Elfocrash commented 5 years ago

Hello @countincognito, thanks for your kind words.

I did, like 6 months ago. Your code looks fairly similar to what I was trying to do. Technically speaking, I could just bump Cosmosnaut's requirement to .NET Standard 2.0 and just use the bulk executor without breaking any consumers. The problem is that the bulk executor API fairly different from what Cosmonaut is doing so I would have to adapt the Bulk executor to Cosmonaut, but I am also waiting on the 3.0 release of the new CosmosDB SDK to see if I will move Cosmonaut to that. There are so many "ifs" hanging atm, that's why I'm not gonna integrate it just yet.
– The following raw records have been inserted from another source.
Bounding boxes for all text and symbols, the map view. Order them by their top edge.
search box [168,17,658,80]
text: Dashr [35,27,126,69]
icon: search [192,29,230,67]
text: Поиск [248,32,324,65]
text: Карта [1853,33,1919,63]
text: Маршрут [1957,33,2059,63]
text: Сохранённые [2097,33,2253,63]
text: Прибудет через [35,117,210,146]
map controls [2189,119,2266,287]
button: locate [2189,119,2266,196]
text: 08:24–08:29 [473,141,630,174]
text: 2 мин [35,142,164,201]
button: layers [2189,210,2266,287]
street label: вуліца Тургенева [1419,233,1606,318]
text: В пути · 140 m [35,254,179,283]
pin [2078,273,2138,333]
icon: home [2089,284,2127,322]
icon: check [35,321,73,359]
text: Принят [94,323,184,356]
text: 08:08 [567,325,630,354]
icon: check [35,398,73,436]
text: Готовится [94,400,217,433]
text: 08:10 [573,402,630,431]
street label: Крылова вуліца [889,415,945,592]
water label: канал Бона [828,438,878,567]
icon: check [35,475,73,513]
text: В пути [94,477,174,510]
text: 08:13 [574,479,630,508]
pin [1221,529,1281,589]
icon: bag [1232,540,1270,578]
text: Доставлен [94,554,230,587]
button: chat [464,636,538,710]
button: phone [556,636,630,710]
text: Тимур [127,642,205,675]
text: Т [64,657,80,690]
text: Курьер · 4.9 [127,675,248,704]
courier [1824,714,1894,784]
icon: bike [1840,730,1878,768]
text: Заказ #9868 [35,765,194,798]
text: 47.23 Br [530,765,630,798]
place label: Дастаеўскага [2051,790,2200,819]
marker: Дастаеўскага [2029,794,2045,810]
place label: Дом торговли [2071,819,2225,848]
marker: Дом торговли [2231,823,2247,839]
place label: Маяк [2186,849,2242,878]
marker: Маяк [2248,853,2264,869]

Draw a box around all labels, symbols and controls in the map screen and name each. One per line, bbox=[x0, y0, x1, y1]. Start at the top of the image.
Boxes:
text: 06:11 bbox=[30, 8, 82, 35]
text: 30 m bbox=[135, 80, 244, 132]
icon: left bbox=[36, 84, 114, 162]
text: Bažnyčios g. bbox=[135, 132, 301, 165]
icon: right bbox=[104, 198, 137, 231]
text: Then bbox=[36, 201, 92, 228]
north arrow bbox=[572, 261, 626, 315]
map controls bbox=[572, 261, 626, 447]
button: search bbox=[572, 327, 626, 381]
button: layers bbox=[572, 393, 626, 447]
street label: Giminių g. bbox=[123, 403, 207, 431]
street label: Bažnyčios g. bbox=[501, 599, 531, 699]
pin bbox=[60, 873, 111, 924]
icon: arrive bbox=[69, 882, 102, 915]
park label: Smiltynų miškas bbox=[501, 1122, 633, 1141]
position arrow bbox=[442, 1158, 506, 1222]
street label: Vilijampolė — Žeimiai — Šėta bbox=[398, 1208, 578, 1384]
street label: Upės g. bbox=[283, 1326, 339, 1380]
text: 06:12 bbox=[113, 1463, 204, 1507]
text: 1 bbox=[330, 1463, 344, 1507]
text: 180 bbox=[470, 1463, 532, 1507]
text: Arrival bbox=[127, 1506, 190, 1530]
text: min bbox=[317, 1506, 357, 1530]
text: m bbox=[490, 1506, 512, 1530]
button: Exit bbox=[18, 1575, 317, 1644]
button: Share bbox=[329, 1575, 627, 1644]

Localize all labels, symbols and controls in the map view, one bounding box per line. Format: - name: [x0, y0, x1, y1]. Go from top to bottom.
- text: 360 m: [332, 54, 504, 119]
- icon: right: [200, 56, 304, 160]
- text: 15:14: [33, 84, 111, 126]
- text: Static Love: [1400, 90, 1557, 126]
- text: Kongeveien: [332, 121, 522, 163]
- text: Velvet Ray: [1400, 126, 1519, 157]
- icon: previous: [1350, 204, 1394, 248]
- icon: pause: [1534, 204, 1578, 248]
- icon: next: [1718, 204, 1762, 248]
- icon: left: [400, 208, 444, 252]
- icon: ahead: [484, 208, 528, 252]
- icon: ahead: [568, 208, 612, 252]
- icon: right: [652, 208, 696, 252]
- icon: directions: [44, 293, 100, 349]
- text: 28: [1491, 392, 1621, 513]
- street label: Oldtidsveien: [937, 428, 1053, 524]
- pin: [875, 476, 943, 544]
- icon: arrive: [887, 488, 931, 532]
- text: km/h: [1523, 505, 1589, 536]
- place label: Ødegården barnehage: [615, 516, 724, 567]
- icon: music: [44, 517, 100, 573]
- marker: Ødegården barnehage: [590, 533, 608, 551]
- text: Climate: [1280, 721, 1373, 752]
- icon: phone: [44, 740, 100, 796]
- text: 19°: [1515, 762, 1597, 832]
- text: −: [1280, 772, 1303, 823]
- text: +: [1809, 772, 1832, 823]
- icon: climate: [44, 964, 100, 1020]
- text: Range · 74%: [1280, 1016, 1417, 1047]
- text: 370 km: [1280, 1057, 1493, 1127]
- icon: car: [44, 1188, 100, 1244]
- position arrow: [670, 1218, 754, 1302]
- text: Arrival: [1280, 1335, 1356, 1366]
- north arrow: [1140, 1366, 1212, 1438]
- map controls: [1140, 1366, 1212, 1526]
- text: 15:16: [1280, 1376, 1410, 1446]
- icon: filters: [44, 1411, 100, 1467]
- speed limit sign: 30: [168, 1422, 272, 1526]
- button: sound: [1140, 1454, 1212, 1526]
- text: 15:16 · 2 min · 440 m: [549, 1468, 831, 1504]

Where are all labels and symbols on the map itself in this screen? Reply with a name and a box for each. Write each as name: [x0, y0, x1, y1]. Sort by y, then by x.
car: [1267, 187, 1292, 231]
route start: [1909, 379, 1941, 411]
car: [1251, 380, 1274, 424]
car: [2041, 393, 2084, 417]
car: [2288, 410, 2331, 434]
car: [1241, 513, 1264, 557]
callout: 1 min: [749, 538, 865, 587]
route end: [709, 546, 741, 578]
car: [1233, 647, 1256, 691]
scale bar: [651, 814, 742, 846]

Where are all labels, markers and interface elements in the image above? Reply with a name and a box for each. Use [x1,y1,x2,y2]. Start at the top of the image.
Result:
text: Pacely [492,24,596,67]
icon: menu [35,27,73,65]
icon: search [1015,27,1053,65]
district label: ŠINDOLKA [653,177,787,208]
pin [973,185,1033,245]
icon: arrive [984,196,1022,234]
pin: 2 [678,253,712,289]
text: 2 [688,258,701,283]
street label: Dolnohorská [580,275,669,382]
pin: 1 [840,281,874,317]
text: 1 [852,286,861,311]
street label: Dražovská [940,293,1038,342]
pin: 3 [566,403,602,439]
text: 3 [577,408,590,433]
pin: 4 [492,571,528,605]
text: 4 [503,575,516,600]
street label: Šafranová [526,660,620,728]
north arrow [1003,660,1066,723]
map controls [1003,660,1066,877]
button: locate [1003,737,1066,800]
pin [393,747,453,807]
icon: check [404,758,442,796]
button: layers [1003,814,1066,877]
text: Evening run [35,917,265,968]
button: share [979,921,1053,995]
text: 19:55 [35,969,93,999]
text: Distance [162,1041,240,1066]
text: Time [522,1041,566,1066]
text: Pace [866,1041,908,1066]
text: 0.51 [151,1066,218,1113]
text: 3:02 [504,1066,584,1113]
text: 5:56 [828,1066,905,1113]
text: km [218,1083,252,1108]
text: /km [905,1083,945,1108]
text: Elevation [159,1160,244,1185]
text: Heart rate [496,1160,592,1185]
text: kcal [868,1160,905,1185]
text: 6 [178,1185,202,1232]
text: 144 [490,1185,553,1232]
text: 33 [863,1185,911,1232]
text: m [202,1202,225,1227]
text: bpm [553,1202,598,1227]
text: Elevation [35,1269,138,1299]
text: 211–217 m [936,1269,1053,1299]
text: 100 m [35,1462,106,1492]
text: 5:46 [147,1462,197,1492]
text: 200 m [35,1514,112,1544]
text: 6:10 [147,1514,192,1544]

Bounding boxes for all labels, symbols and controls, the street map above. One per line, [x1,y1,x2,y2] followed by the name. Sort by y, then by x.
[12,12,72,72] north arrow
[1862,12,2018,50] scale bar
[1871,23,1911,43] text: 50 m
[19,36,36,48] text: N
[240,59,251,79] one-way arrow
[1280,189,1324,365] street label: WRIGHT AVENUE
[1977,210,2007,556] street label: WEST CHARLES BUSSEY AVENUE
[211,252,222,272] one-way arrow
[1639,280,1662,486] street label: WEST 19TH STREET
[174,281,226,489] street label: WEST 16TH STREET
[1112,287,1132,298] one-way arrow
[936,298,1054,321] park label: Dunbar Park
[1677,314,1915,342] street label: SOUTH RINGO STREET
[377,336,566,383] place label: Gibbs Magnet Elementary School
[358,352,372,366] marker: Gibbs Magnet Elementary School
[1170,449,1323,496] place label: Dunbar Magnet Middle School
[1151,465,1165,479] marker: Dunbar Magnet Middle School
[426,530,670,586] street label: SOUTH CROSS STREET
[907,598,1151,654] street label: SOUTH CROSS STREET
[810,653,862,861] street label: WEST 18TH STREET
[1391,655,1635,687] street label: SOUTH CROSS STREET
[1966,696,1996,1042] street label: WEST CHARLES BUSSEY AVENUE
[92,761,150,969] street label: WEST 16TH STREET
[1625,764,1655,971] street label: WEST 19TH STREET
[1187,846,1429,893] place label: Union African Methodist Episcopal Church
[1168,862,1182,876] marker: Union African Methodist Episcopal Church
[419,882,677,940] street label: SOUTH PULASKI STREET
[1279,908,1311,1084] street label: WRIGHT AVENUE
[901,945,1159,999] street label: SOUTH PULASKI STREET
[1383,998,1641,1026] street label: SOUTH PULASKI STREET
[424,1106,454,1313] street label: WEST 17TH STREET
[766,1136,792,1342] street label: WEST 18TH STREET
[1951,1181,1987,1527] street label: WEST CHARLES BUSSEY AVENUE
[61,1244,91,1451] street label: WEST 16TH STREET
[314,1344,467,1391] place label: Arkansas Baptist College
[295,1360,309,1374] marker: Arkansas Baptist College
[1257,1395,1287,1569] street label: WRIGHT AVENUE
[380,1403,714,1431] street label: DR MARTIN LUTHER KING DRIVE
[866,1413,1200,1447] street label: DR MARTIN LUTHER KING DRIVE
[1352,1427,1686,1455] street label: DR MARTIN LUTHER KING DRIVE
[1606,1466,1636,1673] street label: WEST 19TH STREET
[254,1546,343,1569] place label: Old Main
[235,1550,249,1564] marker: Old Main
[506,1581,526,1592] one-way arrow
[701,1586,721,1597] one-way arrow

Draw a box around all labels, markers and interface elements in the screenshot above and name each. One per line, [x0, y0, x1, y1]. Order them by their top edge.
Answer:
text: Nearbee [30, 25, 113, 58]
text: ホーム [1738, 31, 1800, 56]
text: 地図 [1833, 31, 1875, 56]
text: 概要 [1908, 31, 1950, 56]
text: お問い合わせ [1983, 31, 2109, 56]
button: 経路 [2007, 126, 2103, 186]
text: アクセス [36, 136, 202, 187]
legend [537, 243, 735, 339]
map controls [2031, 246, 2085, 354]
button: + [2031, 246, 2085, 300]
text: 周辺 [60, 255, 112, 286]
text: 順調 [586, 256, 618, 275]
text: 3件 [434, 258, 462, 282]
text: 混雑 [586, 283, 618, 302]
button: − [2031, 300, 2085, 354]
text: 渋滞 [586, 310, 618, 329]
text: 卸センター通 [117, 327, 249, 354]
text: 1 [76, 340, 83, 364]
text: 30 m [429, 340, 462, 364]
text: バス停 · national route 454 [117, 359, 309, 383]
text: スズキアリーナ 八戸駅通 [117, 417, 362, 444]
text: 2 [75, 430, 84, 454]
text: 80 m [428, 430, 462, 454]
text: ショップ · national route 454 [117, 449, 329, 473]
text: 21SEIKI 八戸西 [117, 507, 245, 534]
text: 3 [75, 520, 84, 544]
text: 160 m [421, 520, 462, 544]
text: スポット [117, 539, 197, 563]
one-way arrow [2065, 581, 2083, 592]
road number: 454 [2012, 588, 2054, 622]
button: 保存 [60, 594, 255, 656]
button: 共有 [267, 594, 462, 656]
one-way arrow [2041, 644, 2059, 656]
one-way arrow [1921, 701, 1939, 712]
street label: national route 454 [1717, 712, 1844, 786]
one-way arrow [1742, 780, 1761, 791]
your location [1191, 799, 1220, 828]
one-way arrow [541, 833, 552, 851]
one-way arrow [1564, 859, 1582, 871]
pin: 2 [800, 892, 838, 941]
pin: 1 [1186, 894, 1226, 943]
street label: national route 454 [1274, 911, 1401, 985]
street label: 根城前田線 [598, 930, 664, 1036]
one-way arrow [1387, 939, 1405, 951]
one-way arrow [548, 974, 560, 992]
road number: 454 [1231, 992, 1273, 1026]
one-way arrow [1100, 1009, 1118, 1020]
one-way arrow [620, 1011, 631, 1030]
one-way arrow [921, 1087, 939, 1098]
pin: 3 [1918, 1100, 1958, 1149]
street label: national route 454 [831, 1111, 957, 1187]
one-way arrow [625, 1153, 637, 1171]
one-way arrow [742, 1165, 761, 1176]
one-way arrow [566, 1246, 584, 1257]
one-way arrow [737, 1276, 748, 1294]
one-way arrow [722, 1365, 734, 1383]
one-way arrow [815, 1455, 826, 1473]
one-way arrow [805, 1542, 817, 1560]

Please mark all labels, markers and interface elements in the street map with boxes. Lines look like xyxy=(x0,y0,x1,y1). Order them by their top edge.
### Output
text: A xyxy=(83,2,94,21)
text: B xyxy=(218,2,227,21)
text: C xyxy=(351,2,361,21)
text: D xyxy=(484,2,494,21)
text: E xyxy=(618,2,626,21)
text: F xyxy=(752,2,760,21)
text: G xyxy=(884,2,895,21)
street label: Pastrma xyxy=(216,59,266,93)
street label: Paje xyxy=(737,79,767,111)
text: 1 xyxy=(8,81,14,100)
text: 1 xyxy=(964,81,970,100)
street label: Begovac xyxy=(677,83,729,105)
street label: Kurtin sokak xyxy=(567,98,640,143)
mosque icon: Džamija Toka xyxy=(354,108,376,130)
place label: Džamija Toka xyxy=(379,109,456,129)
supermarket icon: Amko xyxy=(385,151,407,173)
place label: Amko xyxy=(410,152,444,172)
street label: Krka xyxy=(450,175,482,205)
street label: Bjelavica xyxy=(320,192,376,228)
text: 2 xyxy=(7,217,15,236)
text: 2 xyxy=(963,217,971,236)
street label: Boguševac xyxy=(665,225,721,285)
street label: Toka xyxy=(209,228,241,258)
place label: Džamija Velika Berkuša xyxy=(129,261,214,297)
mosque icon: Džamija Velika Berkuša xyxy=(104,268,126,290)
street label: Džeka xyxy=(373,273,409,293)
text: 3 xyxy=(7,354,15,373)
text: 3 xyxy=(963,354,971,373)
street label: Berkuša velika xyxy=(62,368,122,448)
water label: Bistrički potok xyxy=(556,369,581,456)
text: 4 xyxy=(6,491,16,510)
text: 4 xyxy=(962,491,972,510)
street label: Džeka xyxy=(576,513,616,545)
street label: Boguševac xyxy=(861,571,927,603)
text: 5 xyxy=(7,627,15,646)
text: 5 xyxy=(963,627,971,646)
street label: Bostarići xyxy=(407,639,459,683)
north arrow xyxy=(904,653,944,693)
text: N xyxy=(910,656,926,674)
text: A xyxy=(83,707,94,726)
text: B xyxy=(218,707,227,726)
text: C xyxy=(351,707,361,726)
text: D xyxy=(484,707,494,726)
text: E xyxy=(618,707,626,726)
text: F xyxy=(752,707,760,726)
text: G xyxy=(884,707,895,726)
I do however think that at some point I will definitely add the bulk executor in.

I am currently working on a separate optimization task for Cosmonaut.

countincognito commented 5 years ago

Hello @Elfocrash , thanks for the reply.

Yes, I can see why you would approach it that way. In found myself with a similar question - in the end I basically extended the functionality on our system to incorporate a "bulk" category of behaviours, essentially to distinguish it from the usual behaviour of Cosmonaut, just so people would know that the underlying functionality was different/special.

Just out of interest, did you find a reliable way to reuse the DocumentClient in the CosmosStore for bulk imports? My concern around that was messing around with the retry options (i.e. setting everything to 0) might create unpredictable behaviour for the other API calls, since the underlying instance is a shared singleton. On the flip-side, I wasn't keen to have to create a separate DocumentClient for each individual call (as in the example above), as that's against recommended best practice.

Elfocrash commented 5 years ago

In Cosmonaut each CosmosStore has their own instance of DocumentClient. This is done because different CosmosStores might need different configs on things like serialisation etc.

You can however, create a new DocumentClient and just store than in memory and reuse it.